Les régions ecclésiastiques de Kal­pity, Chilaw, Kammala et Kurunagala étaient éloignées mais ne présentaient pas de sérieuses difficultés de communication avec Jaffna. Ces quatre régions étaient les seules riches et saines du vicariat de Jaffna.

D’après le rapport de Mgr E. Semeria à la Propagande, le 3 septembre 1861, dans la mission de Kalpity il y avait plusieurs communautés chrétiennes mais elles étaient généralement assez distantes l’une de l’autre. Il n’y avait que 3700 catho­liques. Dans cette région comme dans toute la province du Nord-Ouest, il n’y avait pas de protestants mais beau­coup de musulmans. Le nombre de ceux-ci allait en augmentant; ils étaient riches et influents parce qu’ils jouissaient du monopole du commerce.

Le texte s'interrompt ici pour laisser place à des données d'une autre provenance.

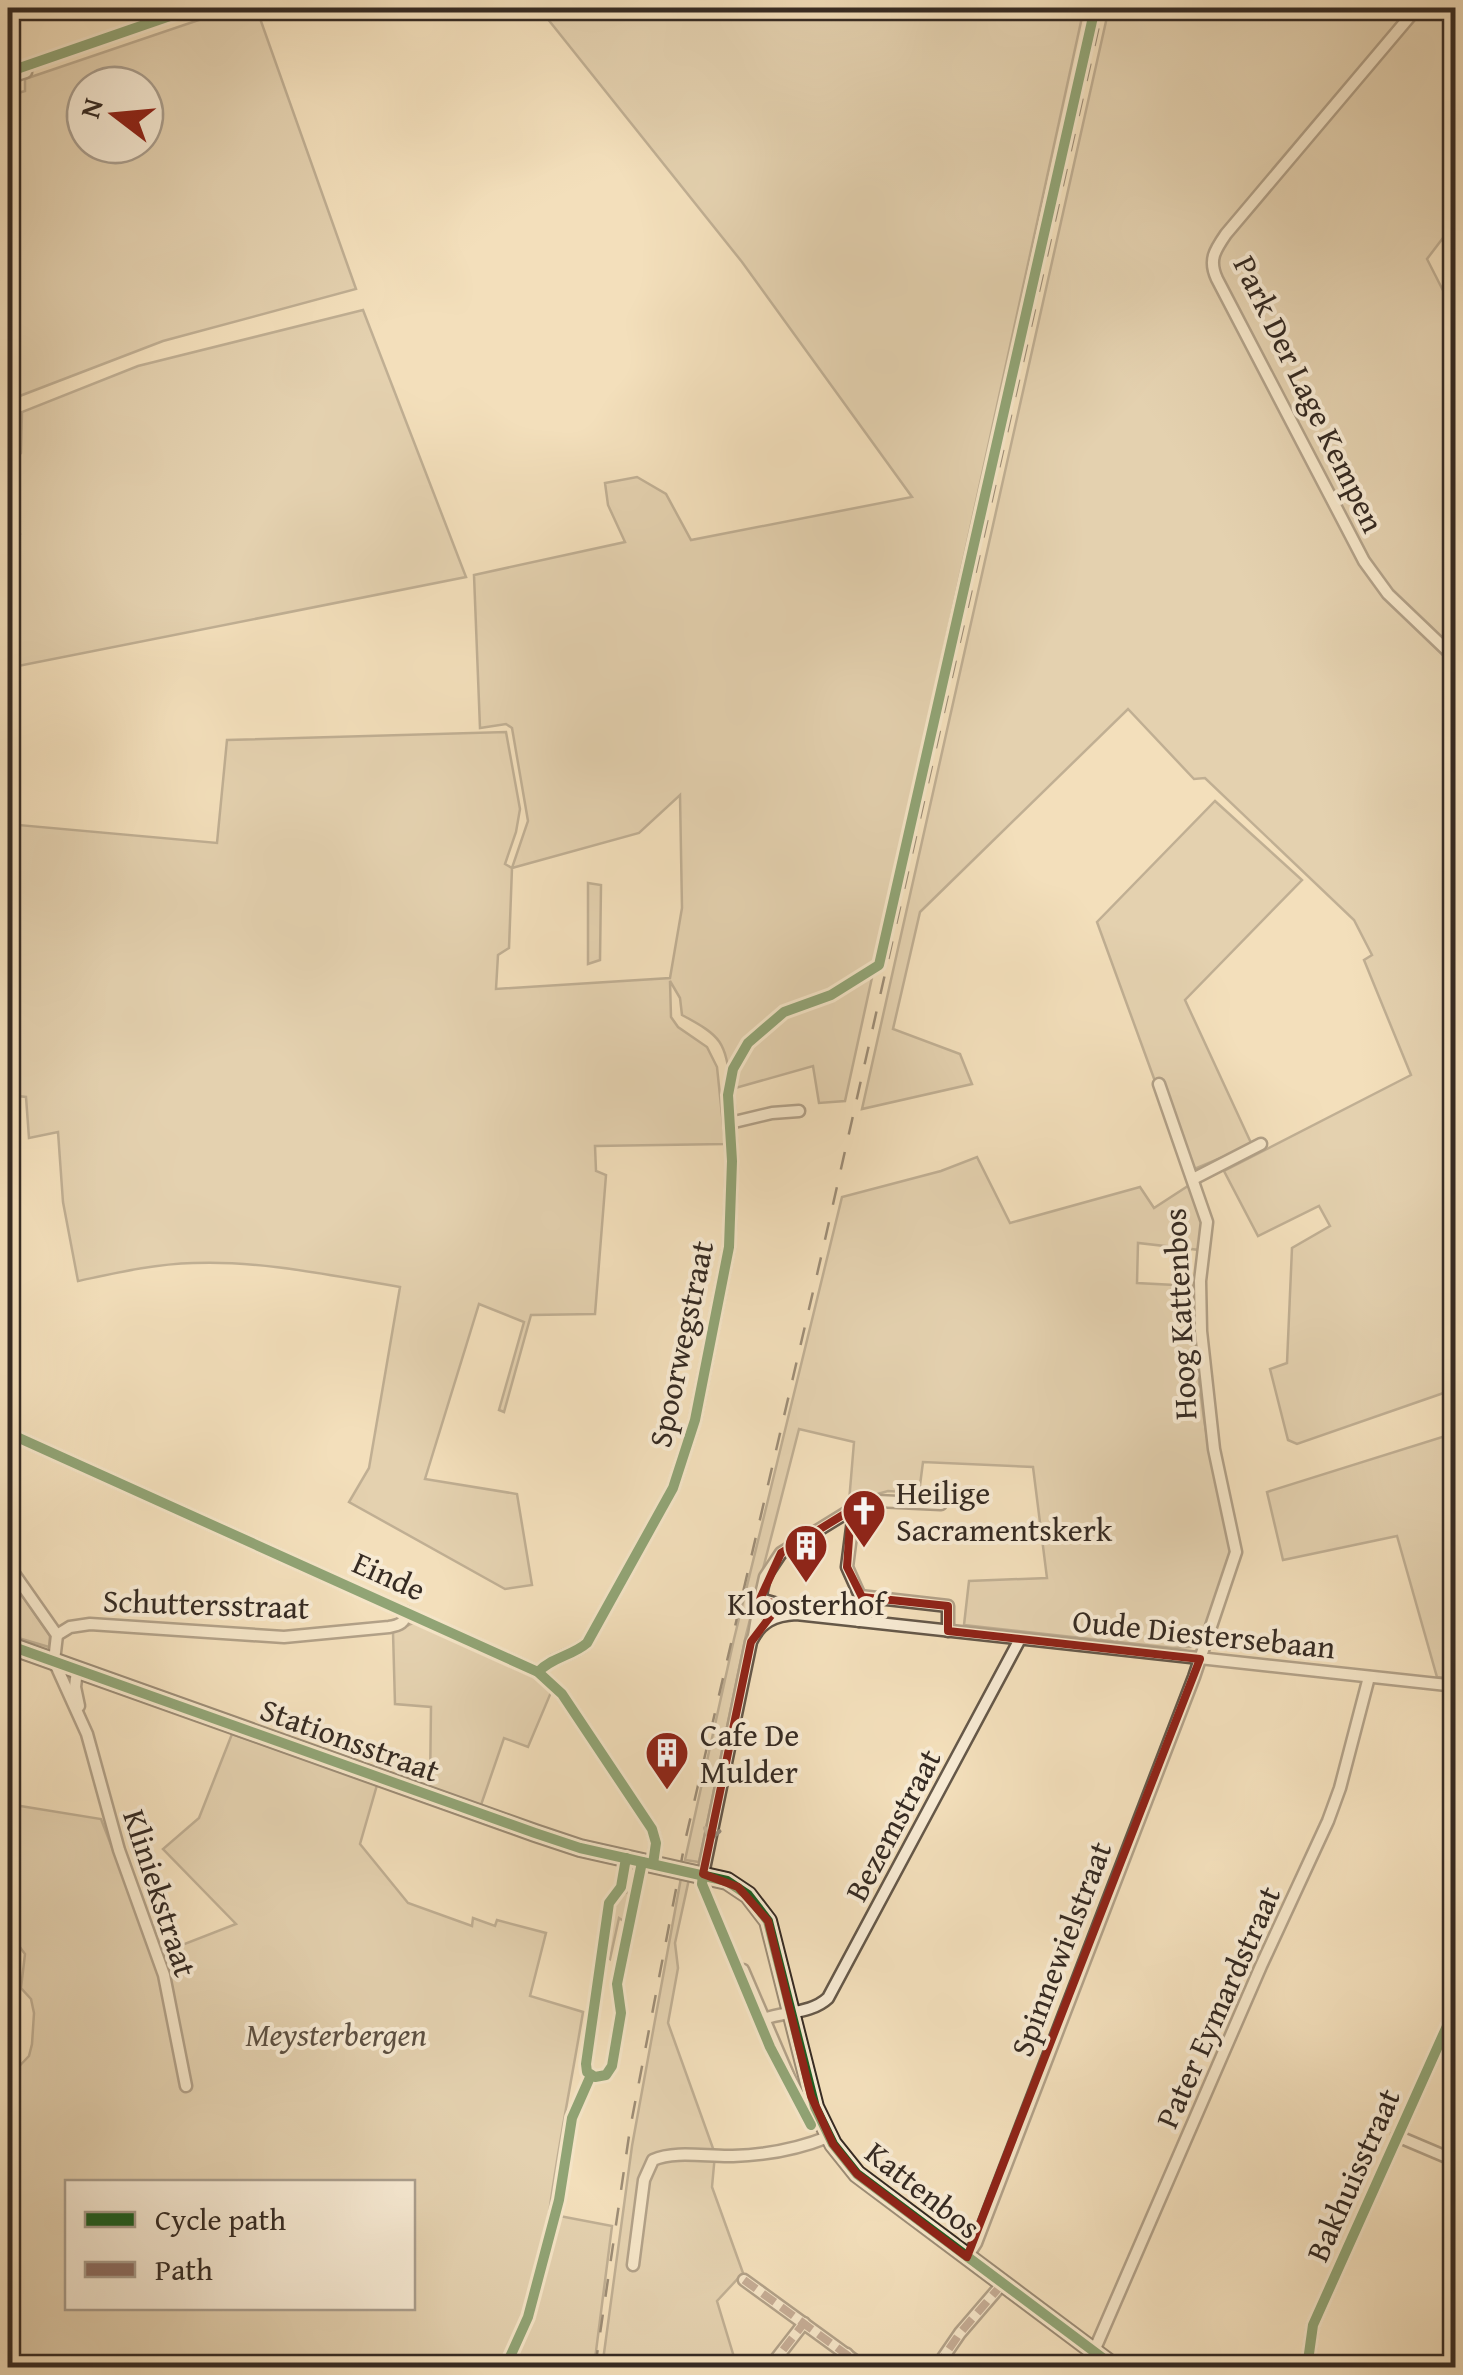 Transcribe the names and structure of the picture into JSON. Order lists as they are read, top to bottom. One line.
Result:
{"streets":{"main road":["Stationsstraat","Kattenbos"],"street":["Park Der Lage Kempen","Hoog Kattenbos","Spoorwegstraat","Einde","Schuttersstraat","Oude Diestersebaan","Bezemstraat","Kliniekstraat","Spinnewielstraat","Pater Eymardstraat","Bakhuisstraat"]},"crossings":[["Hoog Kattenbos","Oude Diestersebaan"],["Hoog Kattenbos","Spinnewielstraat"],["Spoorwegstraat","Einde"],["Einde","Schuttersstraat"],["Einde","Stationsstraat"],["Oude Diestersebaan","Bezemstraat"],["Oude Diestersebaan","Spinnewielstraat"],["Oude Diestersebaan","Pater Eymardstraat"],["Stationsstraat","Kliniekstraat"],["Stationsstraat","Kattenbos"],["Bezemstraat","Kattenbos"],["Spinnewielstraat","Kattenbos"],["Pater Eymardstraat","Kattenbos"]],"parks":["Meysterbergen"],"places":{"church":["Heilige Sacramentskerk"],"building":["Kloosterhof","Cafe De Mulder"]},"legend":["Cycle path","Path"],"north":"left"}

D’après la carte géographique Kalpity est à 158 miles de Jaffna, 35 de Chilaw et 103 de Colombo. Kalpity se trouve à l’en­trée de la lagune de Puttalan, au-delà de laquelle se trouve Mannar. La région était considérée comme une île puisqu’il y avait l’océan au nord et à l’ouest, Deduru oya au sud, le canal et la mer de Puttalam à l’est. L’île mesure 45 miles de longueur du nord au sud et un peu moins de trois de largeur.

Les Oblats
Dans un rapport du vicariat de Jaffna le 8 décembre 1852 Mgr Bettachini écri­vait: à Kalpity nous trouvons quatre ou cinq communautés catholiques parmi quelques païens sur une terre de forêts. Le ministère est confié à deux Oblats. Il y a quatre écoles, 35 000 chrétiens avec 32 chapelles, la moitié sur l’île et l’autre moitié dans les environs. Dans cette mis­sion, bien qu’elle soit la plus étendue du vicariat, les conversions n’ont pas atteint le nombre de 25.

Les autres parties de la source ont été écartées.